Flip Skateboards
- Industry: Skateboarding
- Founded: England 1991
- Headquarters: California
- Key people: Rune Glifberg; Tom Penny; Arto Saari; Jeremy Fox; Ian Deacon; Geoff Rowley;
- Website: www.flipskateboards.com

= Flip Skateboards =

US-based international skateboard company

Flip Skateboards is a United States–based international skateboard company, co-owned by Jeremy Fox and Ian Deacon. The company produces skateboard hard goods (decks, wheels, bearings, completes, and hardware), soft goods (T-shirts, tops, sweatshirts, hats, beanies, and socks), DVDs, and accessories. The brand was distributed globally by US company NHS Inc. but has since parted with the distribution. Starting in July 2017, the brand is distributed in Europe by HLC and has now taken over global distribution.

==History==

===Deathbox===
Deathbox Skateboards was started in 1987 in the UK by Graham McEachran, Jeremy Fox and Duncan Houlton. Tom Penny, Rune Glifberg, Andy Scott and Geoff Rowley joined the company while this name still existed.

===Relocation to the US===
Flip moved from the United Kingdom (UK) to California, US in July 1994. Jeremy Fox, Ian Deacon and Geoff Rowley arrived in the US first, followed by team riders Tom Penny and Rune Glifberg in the following year. At the time of the relocation, the team consisted of four professional riders: Penny, Rowley, Glifberg and Andy Scott. The company and its riders received significant support from professional skateboarder Ed Templeton, who owned his own company, Toy Machine. Rowley stated that Templeton and his company "opened their arms to us, gave us local support, and had our back. Any ignorance was small and only served to make us stronger…..and faster!!!" Despite the brand's foundation in the US, in 2006 Rowley stated:

All the company owners are still British citizens, one runs a large percentage of our workday directly from England for the last five years, I would say that makes us British until death. People can consider us whatever they want but saying untrue negative things regarding these matters is just downright childish. The things Flip/Deathbox did for England and the English skate scene should not be sneered at ... there is no other way to get to the level we are at, without first accepting where skateboarding was born from, and respecting that all the mags are driven from here also, it is hard to gain friends if you aren't visible.

A European based company cannot and will not be accepted across the whole of the USA unless they embrace those areas and live them, Flip is strong worldwide for this reason, plus running a business of this nature isn't viable based in England, too costly.
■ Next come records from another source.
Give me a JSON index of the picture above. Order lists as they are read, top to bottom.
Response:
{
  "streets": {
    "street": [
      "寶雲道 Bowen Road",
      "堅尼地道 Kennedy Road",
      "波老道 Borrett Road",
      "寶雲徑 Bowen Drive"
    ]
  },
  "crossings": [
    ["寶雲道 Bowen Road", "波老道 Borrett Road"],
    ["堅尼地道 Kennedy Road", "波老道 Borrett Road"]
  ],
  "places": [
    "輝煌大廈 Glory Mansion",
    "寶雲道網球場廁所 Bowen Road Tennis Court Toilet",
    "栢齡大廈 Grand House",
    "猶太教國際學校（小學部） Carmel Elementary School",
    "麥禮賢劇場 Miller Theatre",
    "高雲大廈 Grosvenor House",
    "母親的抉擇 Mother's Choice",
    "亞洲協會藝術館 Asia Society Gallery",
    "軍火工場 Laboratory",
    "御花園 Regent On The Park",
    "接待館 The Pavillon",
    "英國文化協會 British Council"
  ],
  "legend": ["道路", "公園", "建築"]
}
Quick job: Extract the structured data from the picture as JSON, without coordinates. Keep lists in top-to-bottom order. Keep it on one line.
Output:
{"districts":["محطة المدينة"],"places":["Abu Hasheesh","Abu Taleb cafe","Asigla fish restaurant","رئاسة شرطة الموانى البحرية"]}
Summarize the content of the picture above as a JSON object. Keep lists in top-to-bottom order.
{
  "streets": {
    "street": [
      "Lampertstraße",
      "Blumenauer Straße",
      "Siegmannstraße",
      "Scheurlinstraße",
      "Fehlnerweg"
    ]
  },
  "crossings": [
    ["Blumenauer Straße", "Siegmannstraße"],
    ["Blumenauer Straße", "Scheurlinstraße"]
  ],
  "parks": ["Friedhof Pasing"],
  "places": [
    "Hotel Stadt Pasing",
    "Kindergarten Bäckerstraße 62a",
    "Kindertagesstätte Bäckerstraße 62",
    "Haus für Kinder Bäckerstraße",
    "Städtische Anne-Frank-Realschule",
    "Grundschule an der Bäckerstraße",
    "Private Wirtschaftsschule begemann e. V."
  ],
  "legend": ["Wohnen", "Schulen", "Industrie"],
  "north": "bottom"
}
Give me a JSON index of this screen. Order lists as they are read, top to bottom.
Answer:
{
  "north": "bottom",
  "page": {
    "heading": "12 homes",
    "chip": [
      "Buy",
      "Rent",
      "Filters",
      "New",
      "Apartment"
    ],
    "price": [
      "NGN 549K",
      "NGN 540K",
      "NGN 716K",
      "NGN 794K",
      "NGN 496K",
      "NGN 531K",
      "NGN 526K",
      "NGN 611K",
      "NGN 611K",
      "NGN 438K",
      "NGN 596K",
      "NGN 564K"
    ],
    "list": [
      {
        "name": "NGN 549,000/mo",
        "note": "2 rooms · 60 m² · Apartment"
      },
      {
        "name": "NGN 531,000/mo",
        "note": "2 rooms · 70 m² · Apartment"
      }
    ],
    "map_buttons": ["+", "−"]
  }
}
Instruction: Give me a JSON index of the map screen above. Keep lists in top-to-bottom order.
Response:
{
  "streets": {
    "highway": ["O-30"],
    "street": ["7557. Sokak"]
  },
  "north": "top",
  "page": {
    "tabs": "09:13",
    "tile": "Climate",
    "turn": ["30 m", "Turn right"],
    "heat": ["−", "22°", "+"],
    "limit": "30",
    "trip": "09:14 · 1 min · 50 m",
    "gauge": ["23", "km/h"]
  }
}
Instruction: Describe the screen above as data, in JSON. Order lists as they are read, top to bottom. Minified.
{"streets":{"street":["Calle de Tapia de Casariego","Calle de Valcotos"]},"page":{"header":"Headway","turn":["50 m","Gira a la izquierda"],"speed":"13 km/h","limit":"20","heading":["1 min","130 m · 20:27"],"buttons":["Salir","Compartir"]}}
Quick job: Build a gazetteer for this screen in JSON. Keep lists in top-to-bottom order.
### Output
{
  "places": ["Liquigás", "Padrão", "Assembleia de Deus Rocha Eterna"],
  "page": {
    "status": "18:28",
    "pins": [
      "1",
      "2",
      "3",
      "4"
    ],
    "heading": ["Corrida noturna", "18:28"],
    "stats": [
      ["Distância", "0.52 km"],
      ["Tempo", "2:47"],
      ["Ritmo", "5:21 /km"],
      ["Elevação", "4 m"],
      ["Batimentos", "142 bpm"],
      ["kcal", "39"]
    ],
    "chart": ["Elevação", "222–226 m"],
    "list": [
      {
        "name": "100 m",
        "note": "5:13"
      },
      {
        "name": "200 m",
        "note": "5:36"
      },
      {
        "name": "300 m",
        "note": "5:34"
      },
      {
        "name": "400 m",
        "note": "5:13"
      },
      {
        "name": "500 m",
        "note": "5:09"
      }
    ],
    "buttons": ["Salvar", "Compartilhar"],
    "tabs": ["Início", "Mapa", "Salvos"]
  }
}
Reflecting upon the company's move to the US:

We were a totally new company moving to a foreign country, and I don't think we kind of expected it to go "boom", and just fly right in. We had no expectations; we didn't really know that many people, and we actually just wanted to skate, really. Because we grew up dreaming of living in California and getting to wake up every day and go out and skate without it raining, and I think that was something that, like, all of the guys, when we first moved here, you know, Rune [Glifberg] and Tom [Penny], that was something that, you couldn't hold us back in that respect. I'd just turned eighteen, Tom was seventeen, neither of us had lived away from home, you know. We'd moved to a foreign country where we didn't know anybody. Nobody. We had no money, we didn't have any cars, alls we had was the board that we had; we couldn't go breaking those. we couldn't afford to, at the time, starting a company, we couldn't afford to run through ten boards a month ... Like myself, personally, I skated a lot with Ed [Templeton], like, every day, because he lived, like, right across the road from me.

===Team departures===
In what was perceived as a shocking decision by the global skateboard community, long-time team rider Arto Saari announced his decision to leave Flip in 2008. In an interview with skateboard journalist Chris Nieratko following his decision (Saari later contacted Nieratko to prevent the interview from being published and the journalist published it on his personal website instead), Saari explained the process of leaving Flip:

It was really heavy but they [Flip] took it pretty good. I thought they were going to come and chop my legs off but they were very reasonable about it but it's been a heavy process. It's been on good terms. I just felt like I had to move on. I changed all my other sponsors, I might as well. Why stop now? New knee, new liver, new shoe company, new board sponsor ... Yeah, I did shed a few tears. It's like getting a divorce; even though I've never been married other than Flip. I can imagine it's something like that. There's parts that you like but there's parts that you just want to move on past. It's really hard to deal with. You wonder, 'Are you going to lose friends? Are you going to lose business?' It was a tough decision to make and I'm still spun out about it. I can't believe that it's all happening but I think it will be for the better for everyone ... I just couldn't take it any longer. I couldn't take the madness and I thought it would be better to move on than to stay somewhere where I don't think I necessarily belong anymore. Things have changed a lot over the years and I thought it would be better to explore something new, to be like a little kid in a candy store.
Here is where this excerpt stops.